• _Material provided_
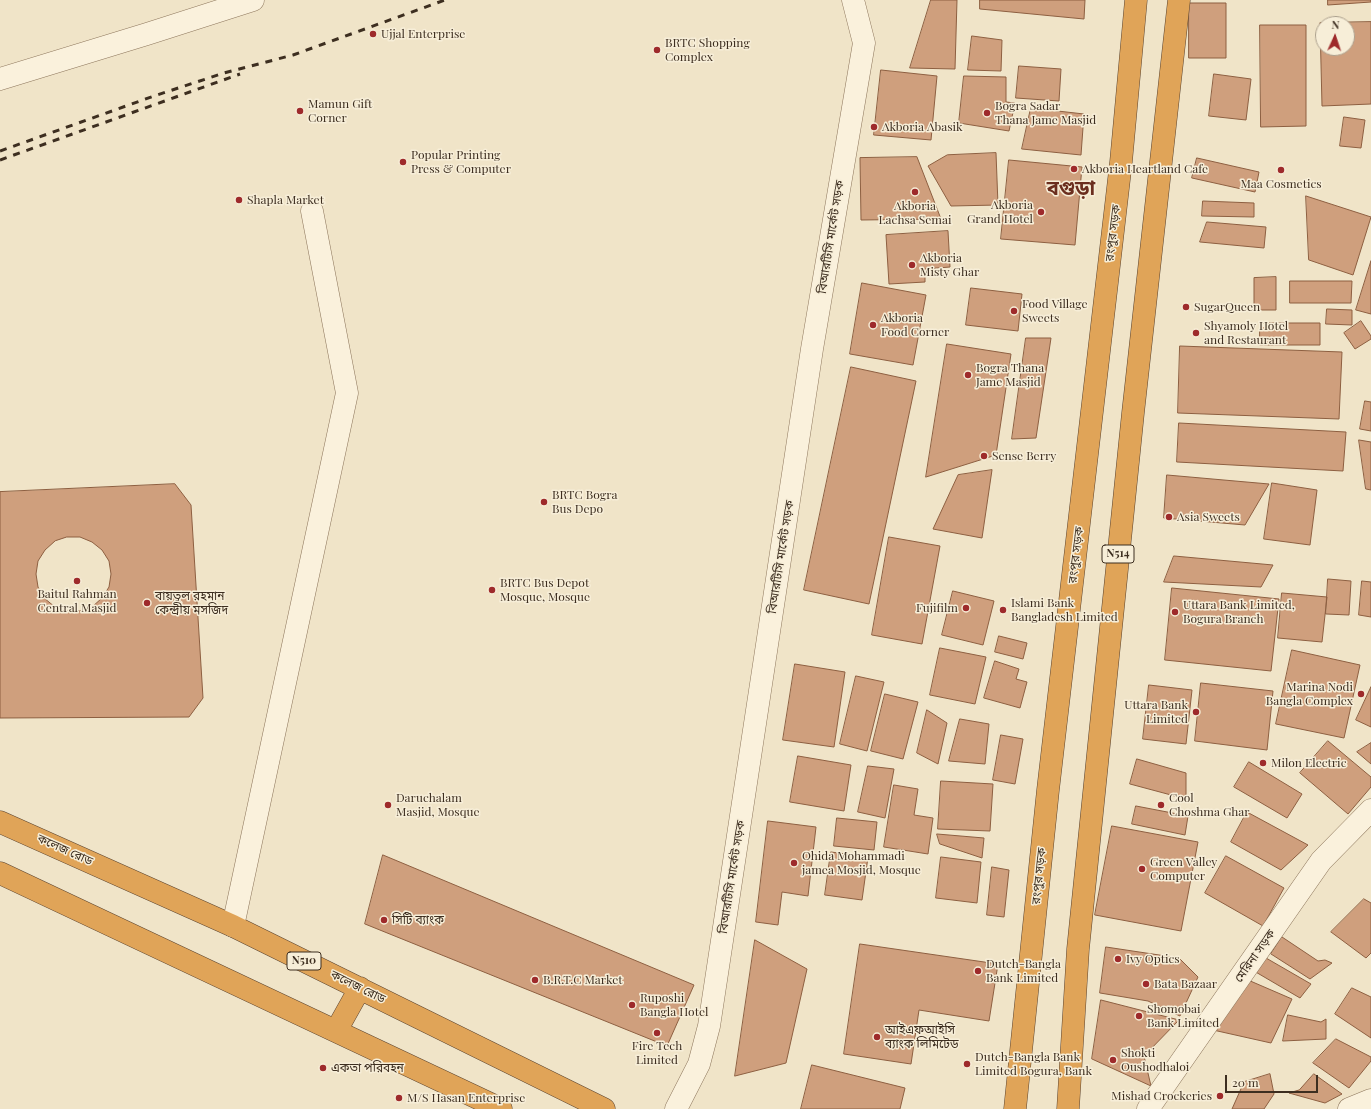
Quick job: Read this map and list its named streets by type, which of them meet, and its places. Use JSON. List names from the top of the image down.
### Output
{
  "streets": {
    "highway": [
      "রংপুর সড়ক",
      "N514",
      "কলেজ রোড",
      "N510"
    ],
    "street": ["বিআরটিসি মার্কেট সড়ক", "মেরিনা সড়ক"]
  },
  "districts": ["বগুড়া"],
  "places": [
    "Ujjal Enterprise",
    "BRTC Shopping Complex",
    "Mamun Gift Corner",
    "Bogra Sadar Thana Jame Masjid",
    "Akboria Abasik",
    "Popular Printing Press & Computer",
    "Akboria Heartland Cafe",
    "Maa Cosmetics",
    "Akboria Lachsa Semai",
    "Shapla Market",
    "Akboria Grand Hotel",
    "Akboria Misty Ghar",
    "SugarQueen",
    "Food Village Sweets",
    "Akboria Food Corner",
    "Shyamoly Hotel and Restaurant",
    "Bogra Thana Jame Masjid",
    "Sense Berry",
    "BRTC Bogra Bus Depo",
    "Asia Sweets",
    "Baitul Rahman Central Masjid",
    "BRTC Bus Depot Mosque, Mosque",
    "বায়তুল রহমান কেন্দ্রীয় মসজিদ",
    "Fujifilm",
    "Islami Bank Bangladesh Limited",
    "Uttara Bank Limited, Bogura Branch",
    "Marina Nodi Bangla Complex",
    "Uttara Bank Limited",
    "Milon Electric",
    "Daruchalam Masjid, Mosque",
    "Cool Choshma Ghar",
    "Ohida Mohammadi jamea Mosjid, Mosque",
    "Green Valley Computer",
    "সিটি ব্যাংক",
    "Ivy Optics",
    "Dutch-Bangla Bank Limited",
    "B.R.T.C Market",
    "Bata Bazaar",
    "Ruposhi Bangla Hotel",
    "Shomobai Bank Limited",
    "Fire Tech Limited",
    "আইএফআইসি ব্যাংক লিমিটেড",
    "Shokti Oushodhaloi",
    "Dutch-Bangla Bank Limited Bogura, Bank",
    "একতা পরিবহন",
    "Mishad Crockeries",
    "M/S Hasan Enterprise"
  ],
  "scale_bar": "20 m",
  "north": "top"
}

--

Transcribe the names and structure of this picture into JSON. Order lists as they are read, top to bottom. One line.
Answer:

• _Exercise details_
Look through the records for the word "names". Every line that has it should be copied.

• _Output below_
Quick job: Read this map and list its named streets by type, which of them meet, and its places. Use JSON. List names from the top of the image down.
Transcribe the names and structure of this picture into JSON. Order lists as they are read, top to bottom. One line.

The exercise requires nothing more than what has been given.